- Available data -
━━━━━━━━

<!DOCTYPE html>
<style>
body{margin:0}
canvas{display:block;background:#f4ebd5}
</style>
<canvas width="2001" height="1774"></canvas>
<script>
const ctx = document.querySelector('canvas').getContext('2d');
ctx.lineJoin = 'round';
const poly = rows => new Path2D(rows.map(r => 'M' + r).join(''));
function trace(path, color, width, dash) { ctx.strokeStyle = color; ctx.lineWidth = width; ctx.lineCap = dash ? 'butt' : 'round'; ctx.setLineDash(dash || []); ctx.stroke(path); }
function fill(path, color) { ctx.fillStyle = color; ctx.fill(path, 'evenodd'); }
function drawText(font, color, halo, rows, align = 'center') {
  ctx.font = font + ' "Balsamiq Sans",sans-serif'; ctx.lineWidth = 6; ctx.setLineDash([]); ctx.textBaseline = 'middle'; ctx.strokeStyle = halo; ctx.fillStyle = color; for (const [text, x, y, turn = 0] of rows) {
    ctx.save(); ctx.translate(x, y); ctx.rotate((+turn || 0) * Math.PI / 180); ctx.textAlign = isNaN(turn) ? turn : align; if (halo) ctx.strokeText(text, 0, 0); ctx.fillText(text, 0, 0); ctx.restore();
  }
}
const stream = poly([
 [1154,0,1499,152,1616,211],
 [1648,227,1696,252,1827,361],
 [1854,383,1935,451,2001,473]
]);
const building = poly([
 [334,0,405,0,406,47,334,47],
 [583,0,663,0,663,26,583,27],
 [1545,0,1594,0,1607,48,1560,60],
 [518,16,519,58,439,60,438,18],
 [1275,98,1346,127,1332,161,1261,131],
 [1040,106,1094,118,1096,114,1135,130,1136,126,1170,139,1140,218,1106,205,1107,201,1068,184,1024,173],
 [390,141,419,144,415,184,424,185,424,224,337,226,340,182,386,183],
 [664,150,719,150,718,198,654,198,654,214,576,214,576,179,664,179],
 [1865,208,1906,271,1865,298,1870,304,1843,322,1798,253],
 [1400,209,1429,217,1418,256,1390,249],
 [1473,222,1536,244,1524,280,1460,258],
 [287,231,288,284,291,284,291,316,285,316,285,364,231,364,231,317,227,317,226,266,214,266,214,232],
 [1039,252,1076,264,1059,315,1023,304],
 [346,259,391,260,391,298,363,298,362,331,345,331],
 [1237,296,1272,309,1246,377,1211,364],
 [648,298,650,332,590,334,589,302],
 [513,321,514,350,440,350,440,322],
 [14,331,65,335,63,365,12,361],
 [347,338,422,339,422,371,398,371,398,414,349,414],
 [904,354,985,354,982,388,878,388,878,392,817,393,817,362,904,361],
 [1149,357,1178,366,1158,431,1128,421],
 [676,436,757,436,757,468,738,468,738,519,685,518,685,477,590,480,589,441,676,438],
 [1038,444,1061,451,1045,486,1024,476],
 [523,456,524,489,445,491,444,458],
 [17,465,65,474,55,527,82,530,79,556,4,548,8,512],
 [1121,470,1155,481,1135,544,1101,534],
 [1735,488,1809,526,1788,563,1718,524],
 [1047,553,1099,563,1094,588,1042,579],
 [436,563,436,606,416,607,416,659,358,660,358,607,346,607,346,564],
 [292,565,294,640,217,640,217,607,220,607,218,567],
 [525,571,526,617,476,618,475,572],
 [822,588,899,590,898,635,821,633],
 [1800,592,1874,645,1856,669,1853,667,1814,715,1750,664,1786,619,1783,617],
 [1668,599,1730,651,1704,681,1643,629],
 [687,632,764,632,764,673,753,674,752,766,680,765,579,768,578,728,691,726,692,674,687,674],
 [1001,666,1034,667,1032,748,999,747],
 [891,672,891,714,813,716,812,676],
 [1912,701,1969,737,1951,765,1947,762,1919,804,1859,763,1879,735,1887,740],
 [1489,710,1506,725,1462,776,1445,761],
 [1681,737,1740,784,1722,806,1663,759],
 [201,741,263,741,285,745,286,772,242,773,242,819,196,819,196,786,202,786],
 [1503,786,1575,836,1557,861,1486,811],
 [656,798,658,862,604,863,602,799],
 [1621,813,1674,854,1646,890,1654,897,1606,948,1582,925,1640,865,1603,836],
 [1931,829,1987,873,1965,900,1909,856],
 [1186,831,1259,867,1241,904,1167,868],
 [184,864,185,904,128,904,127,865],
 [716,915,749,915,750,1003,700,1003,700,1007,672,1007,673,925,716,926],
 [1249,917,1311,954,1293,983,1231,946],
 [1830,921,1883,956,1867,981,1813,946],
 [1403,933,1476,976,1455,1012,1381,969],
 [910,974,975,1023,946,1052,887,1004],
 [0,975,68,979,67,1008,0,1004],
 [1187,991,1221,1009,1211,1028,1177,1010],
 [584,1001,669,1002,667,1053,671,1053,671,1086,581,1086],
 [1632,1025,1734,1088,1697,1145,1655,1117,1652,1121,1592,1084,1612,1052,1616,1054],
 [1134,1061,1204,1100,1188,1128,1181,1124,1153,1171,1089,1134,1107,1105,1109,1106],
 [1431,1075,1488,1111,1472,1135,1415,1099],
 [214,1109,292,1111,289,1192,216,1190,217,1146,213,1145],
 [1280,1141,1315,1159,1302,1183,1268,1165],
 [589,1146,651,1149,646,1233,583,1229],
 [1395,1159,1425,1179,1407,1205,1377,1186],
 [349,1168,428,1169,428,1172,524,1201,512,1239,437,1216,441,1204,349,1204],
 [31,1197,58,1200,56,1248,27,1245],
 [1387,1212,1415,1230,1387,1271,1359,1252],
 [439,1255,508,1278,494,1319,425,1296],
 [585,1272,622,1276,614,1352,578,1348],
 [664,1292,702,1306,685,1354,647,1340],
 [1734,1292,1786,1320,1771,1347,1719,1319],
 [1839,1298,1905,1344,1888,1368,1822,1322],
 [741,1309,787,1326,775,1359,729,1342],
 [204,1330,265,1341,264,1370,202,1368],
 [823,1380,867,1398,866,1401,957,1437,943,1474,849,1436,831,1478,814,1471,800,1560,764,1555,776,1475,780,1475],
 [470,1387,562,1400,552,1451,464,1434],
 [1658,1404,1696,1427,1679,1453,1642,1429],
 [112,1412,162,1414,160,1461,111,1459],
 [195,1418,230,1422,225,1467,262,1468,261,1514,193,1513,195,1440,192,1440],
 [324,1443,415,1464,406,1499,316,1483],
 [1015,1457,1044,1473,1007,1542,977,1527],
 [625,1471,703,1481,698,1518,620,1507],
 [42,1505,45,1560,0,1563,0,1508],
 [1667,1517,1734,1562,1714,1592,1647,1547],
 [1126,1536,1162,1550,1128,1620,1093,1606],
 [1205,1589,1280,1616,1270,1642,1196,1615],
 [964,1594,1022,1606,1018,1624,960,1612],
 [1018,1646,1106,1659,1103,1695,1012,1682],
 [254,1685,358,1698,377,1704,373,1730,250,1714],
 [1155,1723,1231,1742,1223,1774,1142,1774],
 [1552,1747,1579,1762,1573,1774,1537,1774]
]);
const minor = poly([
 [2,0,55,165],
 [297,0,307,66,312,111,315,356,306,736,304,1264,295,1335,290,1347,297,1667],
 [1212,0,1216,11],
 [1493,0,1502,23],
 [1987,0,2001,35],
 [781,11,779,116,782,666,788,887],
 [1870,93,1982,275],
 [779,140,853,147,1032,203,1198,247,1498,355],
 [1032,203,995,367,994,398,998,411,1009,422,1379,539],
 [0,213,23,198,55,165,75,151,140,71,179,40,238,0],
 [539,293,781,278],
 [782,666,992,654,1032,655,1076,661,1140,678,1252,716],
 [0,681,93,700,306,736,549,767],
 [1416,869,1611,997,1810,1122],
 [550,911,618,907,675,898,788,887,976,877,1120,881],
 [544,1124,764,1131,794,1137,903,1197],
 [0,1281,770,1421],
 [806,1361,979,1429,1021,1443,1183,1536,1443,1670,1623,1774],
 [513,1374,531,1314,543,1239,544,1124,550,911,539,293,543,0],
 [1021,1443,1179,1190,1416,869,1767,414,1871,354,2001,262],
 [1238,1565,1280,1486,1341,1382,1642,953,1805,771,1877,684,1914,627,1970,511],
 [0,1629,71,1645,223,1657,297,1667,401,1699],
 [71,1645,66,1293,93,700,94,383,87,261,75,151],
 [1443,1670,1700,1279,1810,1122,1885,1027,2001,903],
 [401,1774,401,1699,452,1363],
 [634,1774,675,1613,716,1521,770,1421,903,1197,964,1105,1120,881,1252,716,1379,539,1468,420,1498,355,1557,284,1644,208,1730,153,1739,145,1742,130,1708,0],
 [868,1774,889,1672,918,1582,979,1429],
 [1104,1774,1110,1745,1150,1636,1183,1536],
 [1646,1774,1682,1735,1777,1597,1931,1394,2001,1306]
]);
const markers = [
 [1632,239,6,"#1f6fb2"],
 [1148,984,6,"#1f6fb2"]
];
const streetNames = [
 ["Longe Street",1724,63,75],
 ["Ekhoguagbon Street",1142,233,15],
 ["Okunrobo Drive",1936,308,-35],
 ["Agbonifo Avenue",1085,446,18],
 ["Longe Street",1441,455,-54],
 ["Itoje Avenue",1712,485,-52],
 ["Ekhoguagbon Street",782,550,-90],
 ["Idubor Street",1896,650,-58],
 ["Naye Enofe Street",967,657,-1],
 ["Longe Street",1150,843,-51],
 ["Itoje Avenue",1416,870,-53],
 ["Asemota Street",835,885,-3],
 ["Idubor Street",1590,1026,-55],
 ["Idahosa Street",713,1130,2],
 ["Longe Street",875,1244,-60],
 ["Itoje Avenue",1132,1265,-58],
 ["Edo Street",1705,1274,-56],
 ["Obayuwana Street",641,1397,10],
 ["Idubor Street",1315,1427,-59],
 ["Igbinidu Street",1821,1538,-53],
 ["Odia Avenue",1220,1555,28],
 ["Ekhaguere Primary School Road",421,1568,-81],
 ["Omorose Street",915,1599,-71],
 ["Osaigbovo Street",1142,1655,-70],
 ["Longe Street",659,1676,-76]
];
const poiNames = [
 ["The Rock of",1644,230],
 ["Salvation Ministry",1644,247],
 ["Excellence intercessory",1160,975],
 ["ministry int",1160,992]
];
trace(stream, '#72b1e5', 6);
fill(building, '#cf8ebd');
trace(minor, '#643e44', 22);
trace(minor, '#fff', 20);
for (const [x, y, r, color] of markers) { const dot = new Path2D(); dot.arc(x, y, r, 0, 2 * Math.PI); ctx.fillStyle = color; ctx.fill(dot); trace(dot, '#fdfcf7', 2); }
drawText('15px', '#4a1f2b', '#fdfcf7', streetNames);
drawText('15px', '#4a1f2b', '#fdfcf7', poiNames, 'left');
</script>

━━━━━━━━

- Prompt -
Copy each line above that has the word "align".

- Result of the task -
function drawText(font, color, halo, rows, align = 'center') {
    ctx.save(); ctx.translate(x, y); ctx.rotate((+turn || 0) * Math.PI / 180); ctx.textAlign = isNaN(turn) ? turn : align; if (halo) ctx.strokeText(text, 0, 0); ctx.fillText(text, 0, 0); ctx.restore();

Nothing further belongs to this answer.